### Information given

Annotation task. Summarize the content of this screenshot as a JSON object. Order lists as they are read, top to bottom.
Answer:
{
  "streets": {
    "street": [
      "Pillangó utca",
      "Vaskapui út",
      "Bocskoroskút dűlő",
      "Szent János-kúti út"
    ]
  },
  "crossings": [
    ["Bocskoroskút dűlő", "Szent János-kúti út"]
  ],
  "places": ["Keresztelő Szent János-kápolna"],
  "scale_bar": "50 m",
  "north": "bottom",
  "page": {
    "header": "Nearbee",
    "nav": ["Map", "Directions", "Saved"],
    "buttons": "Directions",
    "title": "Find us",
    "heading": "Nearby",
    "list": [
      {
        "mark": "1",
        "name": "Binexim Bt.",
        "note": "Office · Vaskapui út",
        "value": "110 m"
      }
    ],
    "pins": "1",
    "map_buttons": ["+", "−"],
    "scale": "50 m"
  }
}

######

== Work required ==
Please return the material above exactly as written.

== Exercise result ==
Annotation task. Summarize the content of this screenshot as a JSON object. Order lists as they are read, top to bottom.
Answer:
{
  "streets": {
    "street": [
      "Pillangó utca",
      "Vaskapui út",
      "Bocskoroskút dűlő",
      "Szent János-kúti út"
    ]
  },
  "crossings": [
    ["Bocskoroskút dűlő", "Szent János-kúti út"]
  ],
  "places": ["Keresztelő Szent János-kápolna"],
  "scale_bar": "50 m",
  "north": "bottom",
  "page": {
    "header": "Nearbee",
    "nav": ["Map", "Directions", "Saved"],
    "buttons": "Directions",
    "title": "Find us",
    "heading": "Nearby",
    "list": [
      {
        "mark": "1",
        "name": "Binexim Bt.",
        "note": "Office · Vaskapui út",
        "value": "110 m"
      }
    ],
    "pins": "1",
    "map_buttons": ["+", "−"],
    "scale": "50 m"
  }
}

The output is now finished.